In an attempt to detect a possible relationship between protein oxidation and ozone (O3) atmospheric concentration, we used a sensitive enzyme-linked immunosorbent assay (ELISA) method for measuring carbonyl formation in amino acid residues that constitute Rubisco (EC 4.1.1.39) small subunit (Rubisco-SSU). Using open-top chamber technology, bean plants (Phaseolus vulgaris L. cv. Bergamo) were exposed for 21 d (from emergence) to four different atmospheres characterized by average daylight O3 concentrations of 12, 70, 89 and 109nL L-1. Rubisco-SSU extracted from primary leaves was fixed specifically on wells coated with anti-SSU antibodies. Aldehydes and ketones, previously derivatized with 2,4-dinitrophenylhydrazine (DNP), were quantified with anti-DNP antibodies conjugated with alkaline phosphatase. A significant positive O3 effect on carbonyl formation was detected, and the number of carbonyls was found to be linearly increased (r2=0.82) when plotted against increasing external O3 dose expressed as accumulated exposure over a threshold of 40 nL L-1 h (AOT40). Furthermore, these O3-induced oxidative modifications were connected with a significant reduction in the amount of native SSU that linearly decreased (r2=0.95) as AOT40 increased from 0 to about 8295 nL L-1 h. A possible pathway leading to oxidation of Rubisco is proposed, with special reference to O3 reactivity.

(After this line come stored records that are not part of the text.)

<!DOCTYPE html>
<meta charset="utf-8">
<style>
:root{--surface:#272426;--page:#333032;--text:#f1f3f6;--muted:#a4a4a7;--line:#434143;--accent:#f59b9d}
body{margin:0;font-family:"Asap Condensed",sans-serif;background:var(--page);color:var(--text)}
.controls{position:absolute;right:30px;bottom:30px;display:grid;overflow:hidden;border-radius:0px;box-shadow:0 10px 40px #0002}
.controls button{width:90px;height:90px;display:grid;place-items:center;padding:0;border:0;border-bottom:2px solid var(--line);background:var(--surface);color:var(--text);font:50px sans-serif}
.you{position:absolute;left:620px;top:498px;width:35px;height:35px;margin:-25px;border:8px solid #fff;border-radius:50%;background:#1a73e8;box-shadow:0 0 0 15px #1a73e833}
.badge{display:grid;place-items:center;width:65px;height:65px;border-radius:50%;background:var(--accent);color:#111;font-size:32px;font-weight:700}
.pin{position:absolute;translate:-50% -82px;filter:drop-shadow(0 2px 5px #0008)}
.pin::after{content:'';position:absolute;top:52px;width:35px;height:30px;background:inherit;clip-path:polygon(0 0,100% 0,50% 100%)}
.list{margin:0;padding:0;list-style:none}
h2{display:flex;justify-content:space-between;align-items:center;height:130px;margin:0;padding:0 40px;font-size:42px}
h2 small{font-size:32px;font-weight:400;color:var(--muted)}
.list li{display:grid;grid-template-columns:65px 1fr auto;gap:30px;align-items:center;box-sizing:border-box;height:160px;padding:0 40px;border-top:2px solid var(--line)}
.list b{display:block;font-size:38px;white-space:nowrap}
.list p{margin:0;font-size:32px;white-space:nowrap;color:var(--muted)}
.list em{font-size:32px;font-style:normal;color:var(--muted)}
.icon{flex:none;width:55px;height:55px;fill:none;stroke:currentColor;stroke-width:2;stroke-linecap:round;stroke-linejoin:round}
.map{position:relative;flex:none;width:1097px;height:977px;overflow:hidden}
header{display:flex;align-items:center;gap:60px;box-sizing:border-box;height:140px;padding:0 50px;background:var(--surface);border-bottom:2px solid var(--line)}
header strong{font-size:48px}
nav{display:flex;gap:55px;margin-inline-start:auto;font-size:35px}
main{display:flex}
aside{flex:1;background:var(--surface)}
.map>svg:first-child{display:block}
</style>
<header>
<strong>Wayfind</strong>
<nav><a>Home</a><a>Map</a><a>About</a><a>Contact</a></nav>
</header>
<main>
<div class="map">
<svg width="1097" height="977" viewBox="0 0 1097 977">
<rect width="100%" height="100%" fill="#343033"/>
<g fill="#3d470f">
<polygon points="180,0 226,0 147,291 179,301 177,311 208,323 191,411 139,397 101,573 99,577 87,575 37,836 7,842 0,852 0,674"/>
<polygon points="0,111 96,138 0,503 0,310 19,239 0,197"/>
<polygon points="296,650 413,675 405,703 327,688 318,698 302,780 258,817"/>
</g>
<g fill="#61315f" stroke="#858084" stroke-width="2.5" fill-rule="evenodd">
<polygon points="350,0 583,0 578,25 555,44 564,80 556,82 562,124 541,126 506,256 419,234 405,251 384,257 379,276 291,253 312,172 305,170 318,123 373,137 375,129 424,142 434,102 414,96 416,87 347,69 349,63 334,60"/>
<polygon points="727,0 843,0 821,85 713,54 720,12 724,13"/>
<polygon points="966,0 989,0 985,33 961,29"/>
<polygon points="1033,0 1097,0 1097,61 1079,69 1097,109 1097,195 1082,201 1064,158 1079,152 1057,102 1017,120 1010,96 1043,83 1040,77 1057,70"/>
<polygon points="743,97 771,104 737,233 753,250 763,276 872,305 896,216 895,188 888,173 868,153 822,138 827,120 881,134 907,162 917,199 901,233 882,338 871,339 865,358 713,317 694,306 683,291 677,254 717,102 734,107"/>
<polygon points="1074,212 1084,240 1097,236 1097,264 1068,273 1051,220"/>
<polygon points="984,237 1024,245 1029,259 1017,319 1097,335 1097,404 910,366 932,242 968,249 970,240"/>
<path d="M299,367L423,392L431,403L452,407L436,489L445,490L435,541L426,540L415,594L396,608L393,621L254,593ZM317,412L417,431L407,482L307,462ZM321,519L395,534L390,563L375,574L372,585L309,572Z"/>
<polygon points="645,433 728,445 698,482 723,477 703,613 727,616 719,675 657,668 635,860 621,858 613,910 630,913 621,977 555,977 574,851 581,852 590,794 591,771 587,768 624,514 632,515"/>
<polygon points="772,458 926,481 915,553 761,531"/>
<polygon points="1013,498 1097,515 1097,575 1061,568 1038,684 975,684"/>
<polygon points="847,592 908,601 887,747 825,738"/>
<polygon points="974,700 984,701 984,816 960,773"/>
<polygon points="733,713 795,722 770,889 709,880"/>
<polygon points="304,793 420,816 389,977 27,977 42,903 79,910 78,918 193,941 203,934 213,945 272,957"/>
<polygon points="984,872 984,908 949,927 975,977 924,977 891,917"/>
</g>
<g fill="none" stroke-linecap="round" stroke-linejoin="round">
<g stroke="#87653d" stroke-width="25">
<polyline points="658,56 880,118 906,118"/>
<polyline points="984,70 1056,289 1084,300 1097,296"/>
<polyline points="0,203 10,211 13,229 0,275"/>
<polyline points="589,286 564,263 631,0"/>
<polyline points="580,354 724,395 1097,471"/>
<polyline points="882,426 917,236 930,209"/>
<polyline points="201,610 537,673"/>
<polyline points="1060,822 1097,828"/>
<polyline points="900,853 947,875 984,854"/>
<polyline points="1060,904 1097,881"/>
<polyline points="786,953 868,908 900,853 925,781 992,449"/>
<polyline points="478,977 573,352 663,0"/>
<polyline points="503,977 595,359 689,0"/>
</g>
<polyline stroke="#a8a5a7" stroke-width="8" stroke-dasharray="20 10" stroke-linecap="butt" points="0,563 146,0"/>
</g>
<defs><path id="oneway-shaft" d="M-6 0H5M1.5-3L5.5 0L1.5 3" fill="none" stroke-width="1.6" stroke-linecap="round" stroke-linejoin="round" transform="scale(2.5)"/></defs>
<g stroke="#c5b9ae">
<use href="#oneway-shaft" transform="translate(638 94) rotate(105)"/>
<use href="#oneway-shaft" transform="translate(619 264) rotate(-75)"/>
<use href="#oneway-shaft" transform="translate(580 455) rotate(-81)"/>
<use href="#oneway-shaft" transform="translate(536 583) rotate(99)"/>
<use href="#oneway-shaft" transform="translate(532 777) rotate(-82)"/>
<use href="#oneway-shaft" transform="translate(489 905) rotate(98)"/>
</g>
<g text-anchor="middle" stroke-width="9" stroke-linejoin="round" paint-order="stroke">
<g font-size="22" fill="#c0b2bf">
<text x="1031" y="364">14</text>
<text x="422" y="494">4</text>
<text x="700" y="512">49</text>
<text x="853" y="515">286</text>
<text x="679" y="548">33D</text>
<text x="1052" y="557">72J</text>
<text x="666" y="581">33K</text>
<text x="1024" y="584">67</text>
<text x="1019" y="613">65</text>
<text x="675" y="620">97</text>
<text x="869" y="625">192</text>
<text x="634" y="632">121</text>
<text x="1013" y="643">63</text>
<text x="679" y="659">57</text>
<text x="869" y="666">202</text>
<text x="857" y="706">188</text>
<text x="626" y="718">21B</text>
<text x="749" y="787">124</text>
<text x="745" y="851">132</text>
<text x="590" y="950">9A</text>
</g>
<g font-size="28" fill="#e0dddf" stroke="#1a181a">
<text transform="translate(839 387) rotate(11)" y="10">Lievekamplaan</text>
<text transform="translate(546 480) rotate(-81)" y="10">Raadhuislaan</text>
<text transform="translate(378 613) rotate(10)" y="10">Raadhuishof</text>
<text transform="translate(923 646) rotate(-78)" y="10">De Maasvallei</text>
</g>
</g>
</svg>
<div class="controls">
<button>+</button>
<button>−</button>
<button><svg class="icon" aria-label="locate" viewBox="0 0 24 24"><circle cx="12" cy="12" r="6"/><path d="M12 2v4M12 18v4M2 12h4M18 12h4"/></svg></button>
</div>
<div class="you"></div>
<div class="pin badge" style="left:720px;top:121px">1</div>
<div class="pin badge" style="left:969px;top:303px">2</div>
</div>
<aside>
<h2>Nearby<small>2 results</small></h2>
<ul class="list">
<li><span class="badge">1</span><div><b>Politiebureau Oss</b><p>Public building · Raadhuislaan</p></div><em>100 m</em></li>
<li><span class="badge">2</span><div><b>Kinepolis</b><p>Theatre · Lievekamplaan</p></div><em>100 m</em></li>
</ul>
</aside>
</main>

The response of vacuolar phenolic content of common bean (Phaseolus vulgaris cv. Bergamo) to a chronic ozone exposure: questions and hypotheses.

Using open-top chamber technology, we investigated the foliar phenolic response of common bean (Phaseolus vulgaris L. cv. Bergamo) to a chronic, moderate ozone stress. Three atmospheric concentrations of ozone were tested: non-filtered air (NF) prevailing at the experimental site, and non-filtered air supplied with 40 (NF+40) and 60 nL L-1 ozone (NF+60), respectively. Both constitutive and ozone-induced non-polymerized phenolics were considered with regards to pollutant concentration, exposure time, leaf type (primary or trifoliate), and leaf growth. The biomass of primary leaves was unaffected by the tested ozone concentrations, whereas dry mass of first and second trifoliate leaves significantly decreased as atmospheric ozone increased. Characteristic symptoms were observed on the upper surface of leaves from the two ozone-supplied treatments. Their severity reflected both leaf exposure time and ozone concentration. As a whole, the total content of foliar soluble constitutive phenolics remained unchanged as the ozone increased, even for leaves almost totally covered with dark-brown discolourations. Nonetheless, among the three main detected phenolics, the accumulation of the kaempferol derivative could be significantly stimulated by ozone. Also, six ozone-induced phenolics could be synthesized by leaves exposed to the two pollutant-enriched atmospheres, and their elicitation and amount were closely connected with both exposure time and ozone concentration.